Seminggu setelah backpacking.
(11 Mei 2011, 23:42)
Kembali ke kehidupan normal dan rasanya seperti masuk di fase baru. Banyak yang saya pikirkan selama dan sekembalinya dari perjalanan dua minggu di india. Awalnya saya lega sekali berada di rumah. Tapi, entah kenapa rasanya ingin kembali bepergian. Let things go, getting lost somewhere. Ada beberapa hal yang saya sadari tentang apa yang saya jalani sebelum saya ke india dan saya juga berpikir bagaimana memperbaiki apa yang kurang. Yah, intinya perjalanan ini tentang diri saya dan sepertinya saya ingin kembali bepergian. Rasanya ada yang masih belum tuntas. Perasaan belum tuntas ini sebenarnya saya tidak tahu apakah benar-benar kurang lama atau saya hanya senang perasaan bebas. Saya juga tidak tahu saya harus bepergian berapa lama lagi sampai saya puas. Saya sudah bolos kantor 2 minggu lebih. Hahaha.
Saya senang sekali perasaan bebas ketika bepergian jauh.
Saya tidak menyangka bisa sampai di negeri india. India itu di dalam angan-angan saya adalah negeri yang eksotis, negeri para raja, penuh warna dan detail, rasanya semuanya begitu khas. Toh, meski kenyataannya tidak seperti itu saya tetap mengikuti naluri impulsif saya untuk membeli tiket ke india. Buat saya, india tidak membuat saya merasa makhluk yang datang dari planet lain. Alamnya mirip, tapi iklimnya terasa lebih panas. Panas sekali. Sampai-sampai berteduh di bawah bayangan matahari pun masih terasa panas. Air juga tidak cukup menghilangkan haus.
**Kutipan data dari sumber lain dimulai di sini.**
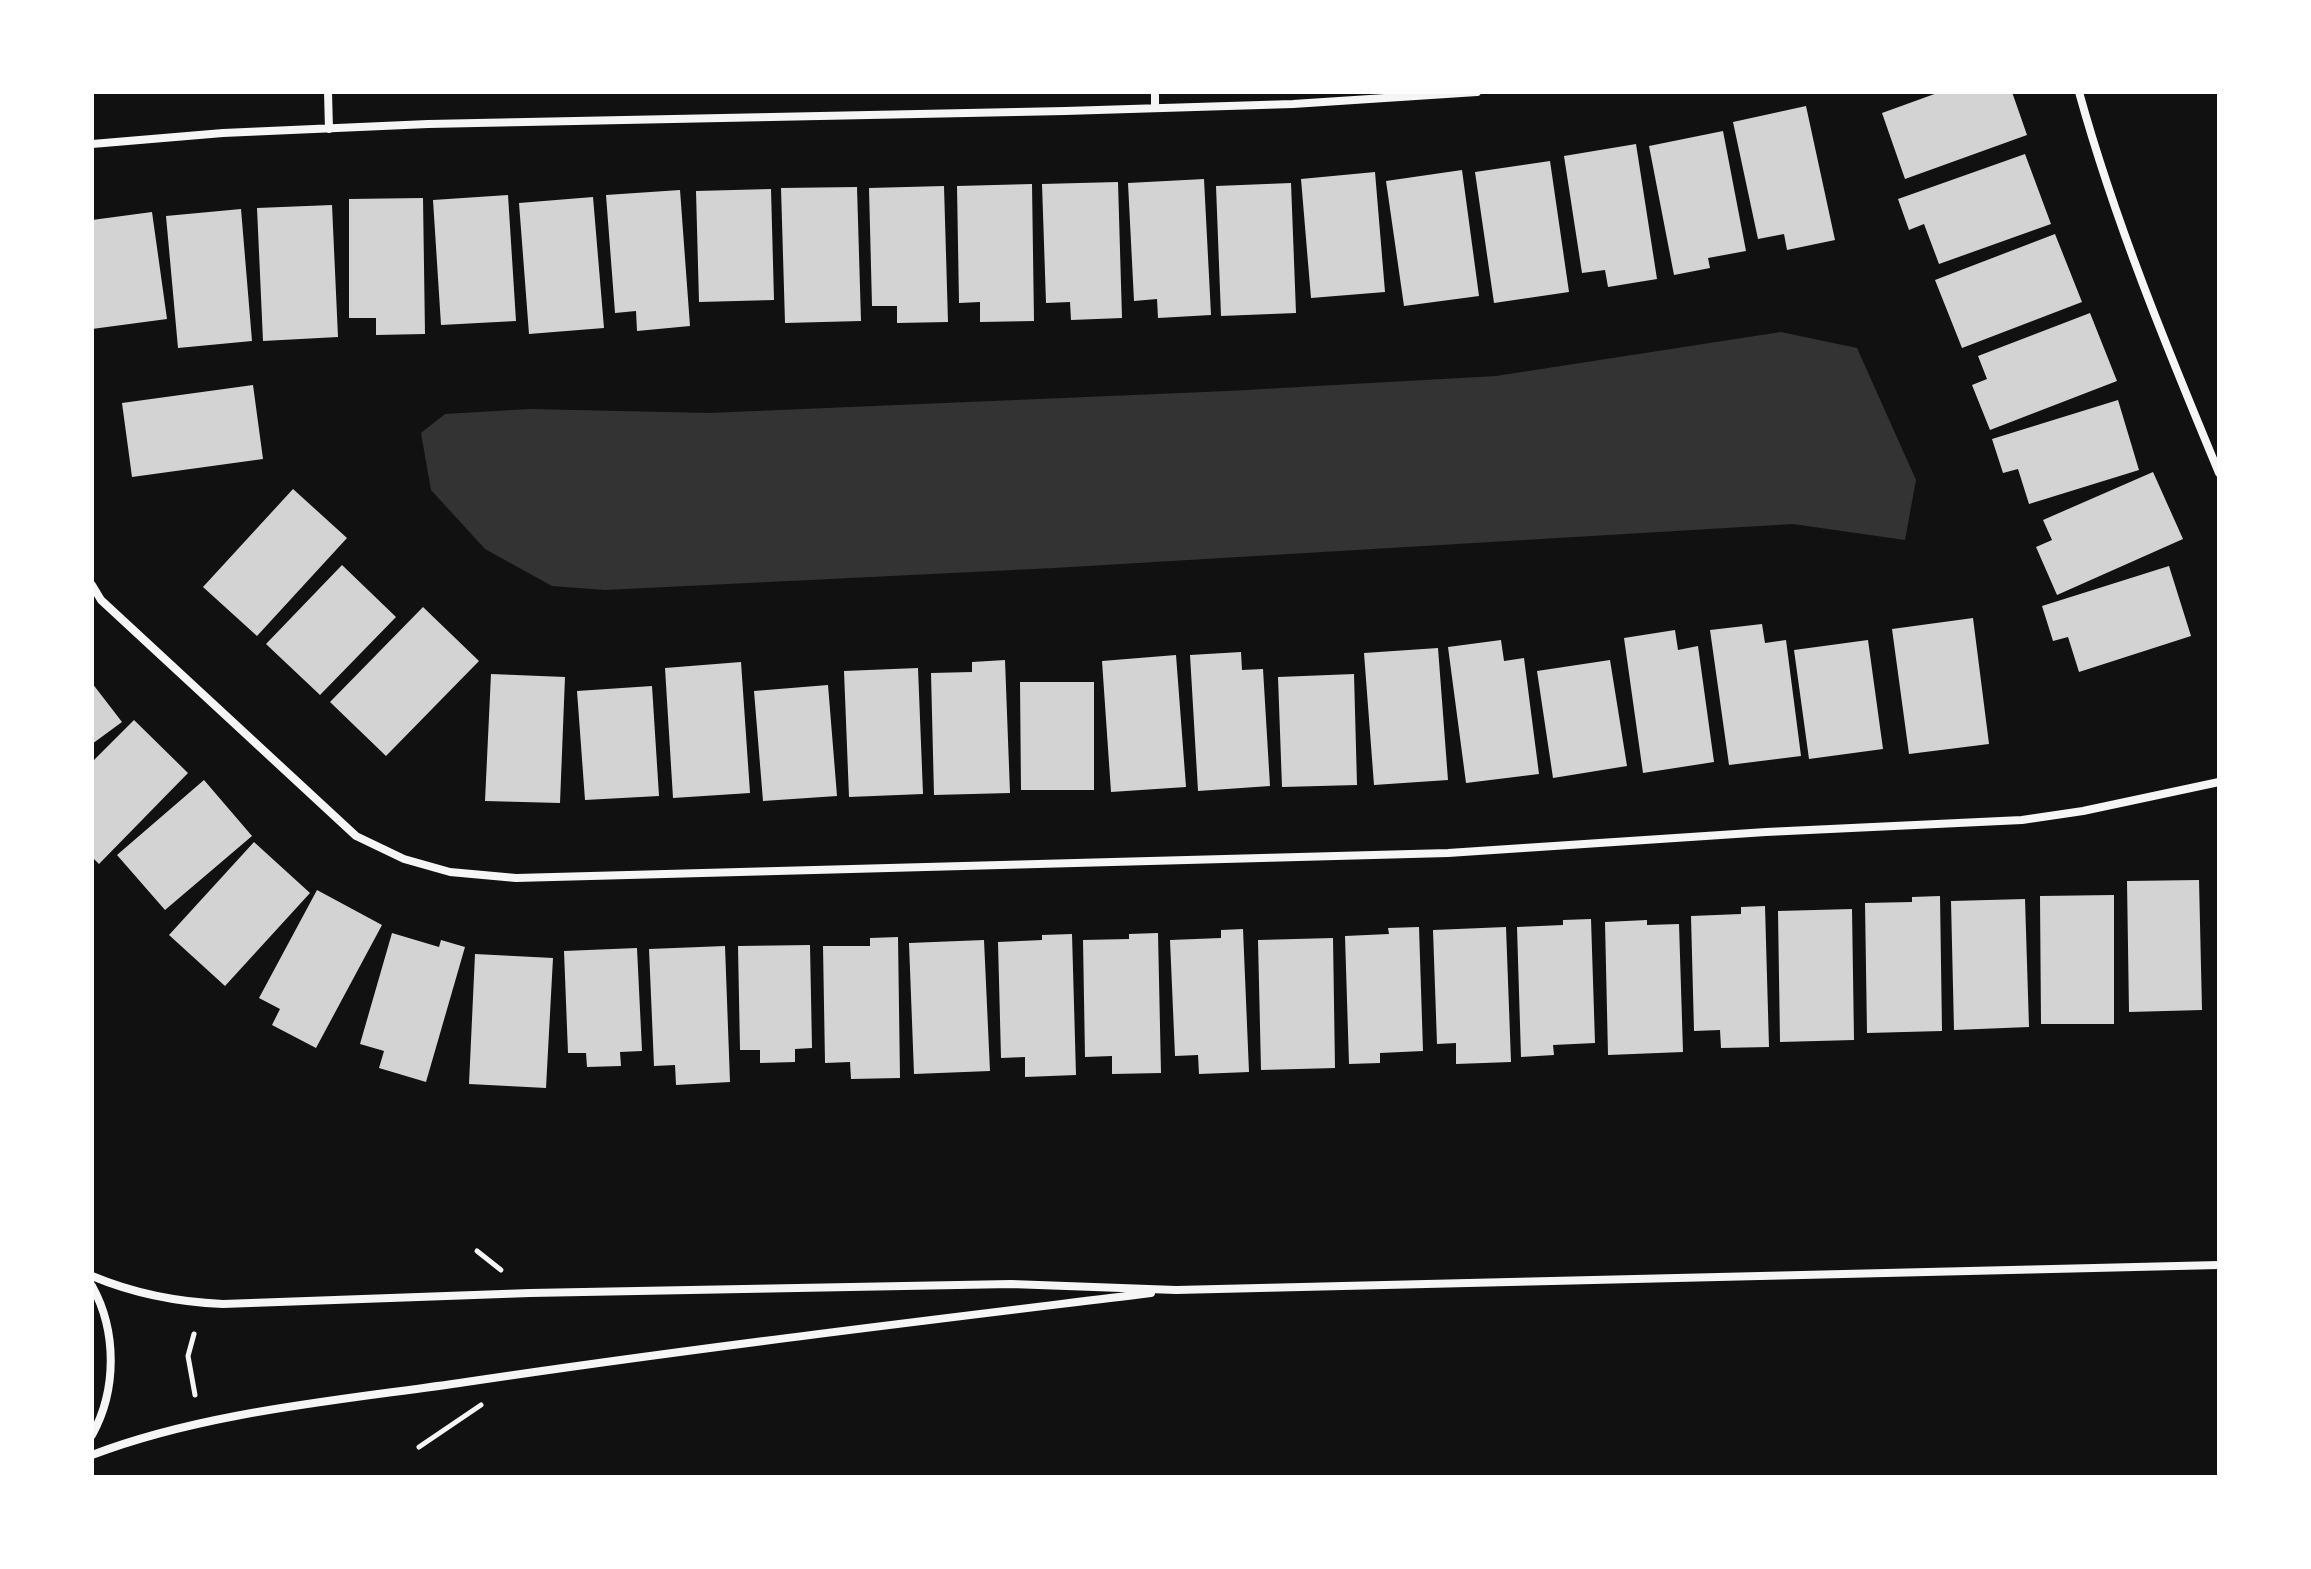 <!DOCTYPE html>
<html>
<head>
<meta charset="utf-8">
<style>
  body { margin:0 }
  #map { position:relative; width:2311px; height:1569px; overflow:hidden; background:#111; font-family:Lato,sans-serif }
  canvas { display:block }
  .frame { position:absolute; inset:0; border:94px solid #fff; pointer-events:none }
</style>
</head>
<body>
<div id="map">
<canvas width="2311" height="1569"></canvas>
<div class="frame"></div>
</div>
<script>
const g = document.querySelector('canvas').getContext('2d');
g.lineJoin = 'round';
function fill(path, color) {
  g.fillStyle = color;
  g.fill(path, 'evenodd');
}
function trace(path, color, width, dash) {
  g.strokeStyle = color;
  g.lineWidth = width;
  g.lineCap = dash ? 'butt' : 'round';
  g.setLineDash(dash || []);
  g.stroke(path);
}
fill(new Path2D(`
  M1781 332 1857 348 1916 480 1905 540 1793 524 1054 568 605 590 552 586 485 549 431 490 421 433 445 414 530 409 709 413 1228 391 1496 376Z`), '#333');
fill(new Path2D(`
  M1940 92H2012L2027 135 1905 179 1882 113Z
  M1806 106 1835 240 1787 250 1784 234 1758 239 1733 122Z
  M1723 131 1746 251 1708 258 1710 268 1674 275 1649 146Z
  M1636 144 1657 279 1608 287 1605 270 1582 273 1564 156Z
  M2025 154 2051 224 1939 264 1924 224 1909 230 1898 199Z
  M1550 161 1569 292 1494 303 1475 172Z
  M1462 170 1479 296 1404 306 1386 181Z
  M1375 172 1385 292 1311 298 1301 179Z
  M1204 179 1211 315 1158 318 1157 299 1134 301 1128 183Z
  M1118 182 1122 318 1071 320 1070 302 1046 303 1042 184Z
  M1291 183 1296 313 1221 316 1216 186Z
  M1032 184 1034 321 980 322V302L959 303 957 186Z
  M944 186 948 322 897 323V306H872L869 188Z
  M857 187 861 321 785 323 781 188Z
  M771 189 774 300 699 302 696 191Z
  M680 190 690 326 637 331 636 311 615 313 606 195Z
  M508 195 516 321 441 325 433 200Z
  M593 197 604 328 529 334 519 203Z
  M423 198 425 334 376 335V318H349V199Z
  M332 205 338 337 263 341 257 208Z
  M241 209 252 341 178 348 166 216Z
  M152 212 167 319 92 329V220Z
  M2055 234 2082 302 1962 348 1935 280Z
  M2090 313 2117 381 1990 430 1972 385 1987 379 1978 356Z
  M253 385 263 459 132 477 122 403Z
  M2118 400 2139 470 2029 504 2018 469 2003 473 1992 439Z
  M2153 472 2183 539 2057 595 2036 547 2052 540 2043 520Z
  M293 489 347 538 257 636 203 587Z
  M342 565 396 617 320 695 266 644Z
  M2169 566 2191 636 2079 672 2068 637 2053 641 2042 606Z
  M423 607 479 661 386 756 330 702Z
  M1973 618 1989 744 1909 754 1892 629Z
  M1762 624 1765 643 1786 640 1801 756 1729 765 1710 630Z
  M1675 630 1678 650 1698 646 1714 762 1643 773 1624 638Z
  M1501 640 1504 661 1524 658 1539 774 1466 783 1448 647Z
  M1868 640 1883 749 1809 759 1794 650Z
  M1438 648 1448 780 1374 785 1364 653Z
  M1241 652 1242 670 1263 669 1270 786 1198 791 1190 655Z
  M1176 655 1186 787 1111 792 1102 661Z
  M1005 660 1010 793 934 795 931 673 972 672V662Z
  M1610 660 1627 766 1553 778 1537 671Z
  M741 662 750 793 673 798 665 668Z
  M918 668 923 794 849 797 844 671Z
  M491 674 565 677 560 803 485 801Z
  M1354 674 1357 785 1282 787 1278 677Z
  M1020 682H1094V790H1021Z
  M92 683 122 722 92 744Z
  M828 685 837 796 763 801 754 691Z
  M652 686 659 796 585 800 577 691Z
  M134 720 188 773 99 864 92 857V762Z
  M204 780 252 836 165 910 117 855Z
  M254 842 310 893 225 986 169 935Z
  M2199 880 2202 1010 2129 1012 2127 881Z
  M317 890 382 925 316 1048 272 1025 280 1009 259 998Z
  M2114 895V1024H2041L2040 896Z
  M1940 896 1942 1031 1867 1033 1865 903 1912 902V897Z
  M2025 899 2029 1027 1954 1030 1951 901Z
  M1765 906 1769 1047 1721 1048 1720 1030 1694 1031 1691 916 1741 914V907Z
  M1852 909 1854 1040 1780 1042 1778 911Z
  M1591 919 1595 1043 1553 1045 1554 1055 1521 1057 1517 927 1563 925V920Z
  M1647 920V925L1679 924 1683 1052 1608 1055 1605 922Z
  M1419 927 1423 1051 1380 1053V1063L1349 1064 1345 936 1389 934 1388 928Z
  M1506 927 1511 1062 1456 1064V1043L1437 1044 1433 930Z
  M1243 929 1249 1072 1199 1074 1198 1055 1175 1056 1170 940 1221 938V930Z
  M392 933 439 947 441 940 465 947 426 1082 379 1068 384 1051 360 1044Z
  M1158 933 1161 1073 1112 1074V1056L1085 1057 1083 940 1129 939V934Z
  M1072 934 1076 1075 1025 1077V1057L1001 1058 998 942 1042 940V935Z
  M898 937 900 1078 851 1079 850 1062 825 1063 823 946H870V938Z
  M1333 938 1335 1068 1261 1070 1258 940Z
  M984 940 990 1071 914 1074 909 943Z
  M810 945 812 1048 795 1049V1062L760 1063V1050H740L738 946Z
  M725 946 730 1082 676 1085 675 1065 654 1066 649 949Z
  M637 948 642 1051 620 1052 621 1066 587 1067 586 1053H568L564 951Z
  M475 954 553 958 546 1088 469 1084Z`), '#d3d3d3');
trace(new Path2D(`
  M477 1251 501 1270
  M194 1334 188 1356 195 1395
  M419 1447 481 1405`), '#f5f5f5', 5);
trace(new Path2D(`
  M328 92 329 129
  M1155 92V108
  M2079 92C2115 222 2167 348 2219 473
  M92 144 223 133 428 124 1065 111 1293 104 1477 92
  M92 585 101 600 356 836 404 859 450 872 516 878 1448 853 1766 832 2022 820 2083 811 2219 782
  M92 1276C135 1294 176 1302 223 1304L530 1293 1011 1284 1176 1290 2219 1265
  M92 1286C117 1331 117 1390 92 1435
  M92 1455C207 1411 344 1400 466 1382 694 1348 923 1321 1151 1293`), '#f5f5f5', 8);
</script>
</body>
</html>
Rahasianya cuma ada dua: soda dan limun. Paling pas diminum dingin dan ketika matahari sedang panas-panasnya. Mungkin itu alasan kenapa tiket saya bisa murah. April adalah awal summer, dan summer sepertinya bukan musim favorit untuk berkunjung kesana.
New delhi, Agra, Chandigarh, Varanasi, Jaipur. Itinerary dua minggu untuk 5 kota ini. India ini kumuh, jorok, bau, menyengat, ramai, penuh, sebutkan saja semuanya. Sampai sekarang, saya masih belum kata-kata yang pas untuk menggambarkan seperti apa itu india. Satu kata yang pasti: vibrant. Kosa kata bahasa inggris ini menggambarkan semua kota yang saya datangi kecuali Chandigarh. Cari saja sudut kota yang sepi. Setiap sudut kota tidak akan menjadi pojokan sisa. Minimal, pojokan itu bisa menjadi toilet gratis. Jangan heran, kalau mencium bau di persimpangan jalan atau dibalik pohon. Buat saya, vibrant juga menggambarkan cita rasa negeri ini. Cicipi saja masakan india yang dimasak oleh orang india di india. Sepertinya semua bumbu jadi satu dan tanpa segan membakar sampai kerongkongan. Di Jaipur, saya sempat ingin menangis ketika menghabiskan setengah porsi nasi biryani. Yap. Hanya setengah porsi saja, karena porsi mereka besar sekali. Kira-kira dua tiga kali porsi makan kita.
India tidak akan menjadi tempat favorit untuk mereka yang tidak menyukai keramaian. India bukanlah ramai. Semrawut, penuh, sesak, dan berisik. Secara statistik, jumlah penduduk india memang sangat besar. Dengan luasan seantero india yang bisa ditinggali, cukup untuk membuat penduduknya tinggal berdesak-desakan. Ketika berada disana, semua ini adalah whole mess, chaotic. Yes, i was part of chaos. No, maybe i’m one of the chaos. Everybody is the chaos itself. Saya teringat ayah saya, dia bukan penyuka keramaian. Mungkin dia akan alergi dengan suasana seperti ini. Tapi, kali ini saya mencoba menikmati ambil bagian dalam kekacauan ini.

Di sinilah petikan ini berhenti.